Ainsi, à l’en croire, la Chine serait en train de concevoir sa propre « cryptomonnaie » et l’idée d’un « crypto-euro » ferait son chemin dans les couloirs sombres et sinueux de la BCE.

Certains commentateurs sont plus prudents et se contentent de dire que la Chine conçoit une monnaie numérique. Mais, dans un pays aussi technophile, les yuans qui s’échangent actuellement ne sont-ils pas déjà en grande partie numériques ? Il s’agit donc d’autre chose, alors précisons le propos : la Chine bâtirait un nouveau système (nommé « Digital Currency Electronic Payment » ou DCEP) pour remplacer du vieux réseau Swift – que par ailleurs la Chine ne contrôle pas – par quelque chose de plus efficace… étant entendu que « l’efficacité » recherchée par les autorités chinoises ne s’arrête pas à la rapidité des transactions et la réduction des frictions [2]. Un registre décentralisé alors ? Pas sûr, la décentralisation n’est pas franchement utile au pays du parti unique, il s’agirait au mieux d’un registre distribué, une blockchain « permissionnée » partagée entre les banques du pays sous le contrôle de la banque centrale. Une évolution majeure, certes, mais en aucun cas une cryptomonnaie dans le sens où la plupart des gens l’entendent.

Et le crypto-euro alors ? Une monnaie numérique ? L’euro, lui aussi, est déjà en grande partie numérique.
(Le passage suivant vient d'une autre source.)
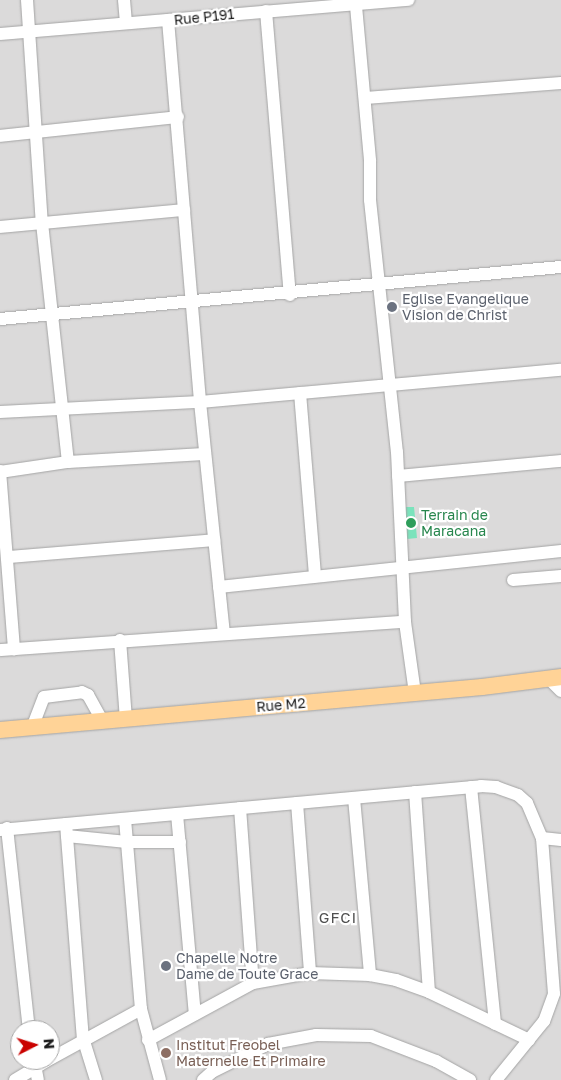 <!DOCTYPE html>
<style>
body{margin:0}
#map{position:relative;width:561px;height:1080px;overflow:hidden;background:#efebe2;font-family:"Golos Text",sans-serif}
div>[style]{position:absolute}
.residential>*{inset:0;background:#dbdada}
.pitch>*{inset:0;background:#7be3bc}
.roads{filter:drop-shadow(0 0 1px #a4a4a4) drop-shadow(0 0 1px #a4a4a4)}
.minor>*{height:12px;margin:-6px;padding:0 6px;transform-origin:6px;border-radius:6px;background:#fff}
.major>*{height:16px;margin:-8px;padding:0 8px;transform-origin:8px;border-radius:8px;background:#ffd397}
.dots>*{width:14px;height:14px;translate:-50% -50%;box-sizing:border-box;border:2px solid #fff;border-radius:50%}
span{translate:-50% -50%;white-space:nowrap;text-align:center;line-height:1.15;-webkit-text-stroke:4.5px #fff;paint-order:stroke}
.street-label{font-size:14px;color:#1d1d1d}
.worship-label{font-size:14px;color:#5b616d}
.left{translate:0 -50%;text-align:left}
.leisure-label{font-size:14px;color:#27864d}
.education-label{font-size:14px;color:#785e54}
.neighbourhood-label{font-size:15px;color:#505050;letter-spacing:1px}
.north{position:absolute;left:10px;top:1020px;width:50px;height:50px;box-sizing:border-box;background:#fff;border:1px solid #a5a5a5;border-radius:50%;rotate:85deg;font-size:14px;font-weight:700;line-height:20px;text-align:center;color:#1d1d1d}
.north::after{content:'';display:block;margin:auto;width:18px;height:22px;background:#ca0200;clip-path:polygon(50% 0,100% 100%,50% 72%,0 100%)}
</style>
<div id="map">
<div class="residential">
<div style="clip-path:polygon(evenodd,0 0,561px 0,561px 1080px,0 1080px,0 0,20px 1030px,50px 1030px,50px 1060px,20px 1060px,20px 1030px)"></div>
</div>
<div class="pitch">
<div style="clip-path:polygon(404px 507px,414px 507px,417px 538px,407px 539px)"></div>
</div>
<div class="roads">
<div class="minor">
<div style="left:27px;top:0;width:224px;rotate:86.2deg"></div>
<div style="left:42px;top:223px;width:240px;rotate:83.8deg"></div>
<div style="left:124px;top:0;width:22px;rotate:85deg"></div>
<div style="left:356px;top:6px;width:156px;rotate:84.8deg"></div>
<div style="left:370px;top:161px;width:39px;rotate:90deg"></div>
<div style="left:370px;top:200px;width:253px;rotate:83.9deg"></div>
<div style="left:397px;top:452px;width:170px;rotate:87.3deg"></div>
<div style="left:405px;top:622px;width:72px;rotate:82deg"></div>
<div style="left:266px;top:11px;width:285px;rotate:85.2deg"></div>
<div style="left:168px;top:20px;width:383px;rotate:85.2deg"></div>
<div style="left:200px;top:402px;width:232px;rotate:84.1deg"></div>
<div style="left:0;top:34px;width:410px;rotate:-4.8deg"></div>
<div style="left:365px;top:98px;width:197px;rotate:-4.4deg"></div>
<div style="left:0;top:136px;width:179px;rotate:-6.1deg"></div>
<div style="left:0;top:227px;width:185px;rotate:-5.3deg"></div>
<div style="left:0;top:319px;width:563px;rotate:-5.3deg"></div>
<div style="left:300px;top:393px;width:184px;rotate:85.3deg"></div>
<div style="left:0;top:412px;width:200px;rotate:-2.9deg"></div>
<div style="left:200px;top:402px;width:362px;rotate:-5.1deg"></div>
<div style="left:0;top:471px;width:179px;rotate:85.5deg"></div>
<div style="left:0;top:472px;width:69px;rotate:-8.4deg"></div>
<div style="left:68px;top:462px;width:136px;rotate:-3.4deg"></div>
<div style="left:398px;top:476px;width:164px;rotate:-5.3deg"></div>
<div style="left:9px;top:557px;width:206px;rotate:-4.7deg"></div>
<div style="left:513px;top:580px;width:48px;rotate:-4.8deg"></div>
<div style="left:219px;top:587px;width:344px;rotate:-6deg"></div>
<div style="left:120px;top:640px;width:79px;rotate:85.7deg"></div>
<div style="left:0;top:650px;width:406px;rotate:-4deg"></div>
<div style="left:549px;top:679px;width:17px;rotate:45deg"></div>
<div style="left:32px;top:728px;width:33px;rotate:-69deg"></div>
<div style="left:44px;top:697px;width:38px;rotate:-7deg"></div>
<div style="left:82px;top:692px;width:7px;rotate:27deg"></div>
<div style="left:88px;top:695px;width:31px;rotate:61deg"></div>
<div style="left:471px;top:787px;width:238px;rotate:84.2deg"></div>
<div style="left:415px;top:792px;width:200px;rotate:86deg"></div>
<div style="left:354px;top:798px;width:178px;rotate:84.8deg"></div>
<div style="left:297px;top:803px;width:170px;rotate:85.6deg"></div>
<div style="left:240px;top:808px;width:175px;rotate:85.8deg"></div>
<div style="left:177px;top:814px;width:201px;rotate:84.9deg"></div>
<div style="left:125px;top:819px;width:191px;rotate:85.2deg"></div>
<div style="left:141px;top:1009px;width:73px;rotate:75deg"></div>
<div style="left:66px;top:824px;width:215px;rotate:85.5deg"></div>
<div style="left:83px;top:1038px;width:44px;rotate:72.8deg"></div>
<div style="left:7px;top:828px;width:203px;rotate:83.8deg"></div>
<div style="left:0;top:830px;width:483px;rotate:-5.2deg"></div>
<div style="left:481px;top:786px;width:15px;rotate:4deg"></div>
<div style="left:496px;top:787px;width:23px;rotate:20deg"></div>
<div style="left:518px;top:795px;width:12px;rotate:42deg"></div>
<div style="left:527px;top:803px;width:38px;rotate:67deg"></div>
<div style="left:542px;top:838px;width:156px;rotate:85.6deg"></div>
<div style="left:554px;top:994px;width:29px;rotate:110deg"></div>
<div style="left:544px;top:1021px;width:76px;rotate:129.1deg"></div>
<div style="left:67px;top:836px;width:60px;rotate:5.7deg"></div>
<div style="left:127px;top:842px;width:53px"></div>
<div style="left:542px;top:838px;width:19px;rotate:6deg"></div>
<div style="left:148px;top:1040px;width:119px;rotate:-28.5deg"></div>
<div style="left:253px;top:983px;width:58px;rotate:-10deg"></div>
<div style="left:310px;top:973px;width:60px;rotate:1.9deg"></div>
<div style="left:370px;top:975px;width:26px;rotate:11deg"></div>
<div style="left:396px;top:980px;width:35px;rotate:20deg"></div>
<div style="left:429px;top:992px;width:111px;rotate:25.6deg"></div>
<div style="left:50px;top:1059px;width:104px;rotate:-28.8deg"></div>
<div style="left:34px;top:1060px;width:20px;rotate:79deg"></div>
<div style="left:15px;top:1080px;width:39px;rotate:-31deg"></div>
<div style="left:203px;top:1080px;width:12px;rotate:-42deg"></div>
<div style="left:212px;top:1072px;width:63px;rotate:-26.6deg"></div>
<div style="left:268px;top:1044px;width:49px;rotate:-10.6deg"></div>
<div style="left:316px;top:1035px;width:55px;rotate:1deg"></div>
<div style="left:371px;top:1036px;width:70px;rotate:21deg"></div>
<div style="left:436px;top:1061px;width:39px;rotate:29deg"></div>
</div>
<div class="major">
<div style="left:0;top:730px;width:484px;rotate:-5.1deg"></div>
<div style="left:482px;top:687px;width:80px;rotate:-7.2deg"></div>
</div>
</div>
<div class="dots">
<div style="left:392px;top:307px;background:#6b7280"></div>
<div style="left:411px;top:523px;background:#2e9e5b"></div>
<div style="left:166px;top:966px;background:#6b7280"></div>
<div style="left:166px;top:1053px;background:#8d6e63"></div>
</div>
<div class="street-label">
<span style="left:204px;top:17px;rotate:-6deg">Rue P191</span>
<span style="left:281px;top:705px;rotate:-5deg">Rue M2</span>
</div>
<div class="worship-label">
<span class="left" style="left:402px;top:307px">Eglise Evangelique<br>Vision de Christ</span>
<span class="left" style="left:176px;top:966px">Chapelle Notre<br>Dame de Toute Grace</span>
</div>
<div class="leisure-label">
<span class="left" style="left:421px;top:523px">Terrain de<br>Maracana</span>
</div>
<div class="education-label">
<span class="left" style="left:176px;top:1053px">Institut Freobel<br>Maternelle Et Primaire</span>
</div>
<div class="neighbourhood-label">
<span style="left:338px;top:918px">GFCI</span>
</div>
<div class="north">N</div>
</div>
Une monnaie sans intermédiaires entre les citoyens et leur banque centrale ? Excellente idée, mais pour se débarrasser des tiers privés (les banques commerciales) à l’origine des frictions, des lenteurs et des surcoûts contre lesquels on souhaite lutter, ne faudra-t-il également renoncer aux « services » qu’ils rendent à l’Etat : enregistrer l’identité des citoyens, surveiller leurs comptes en banques et leurs transactions, dénoncer tout comportement inhabituel, bloquer les comptes… ? Et si on maintient ces tiers, comme c’est probable, quel serait dès lors l’intérêt d’un crypto-euro reposant sur une blockchain consortiale si de toute façon il n’est pas question de renoncer aux lourdeurs de ces intermédiaires privés ni de créer un véritable cash électronique qui soit l’équivalent numérique des pièces et des billets produits par la banque centrale ?

Aujourd’hui comme hier : Pop corn pour les bitcoiners.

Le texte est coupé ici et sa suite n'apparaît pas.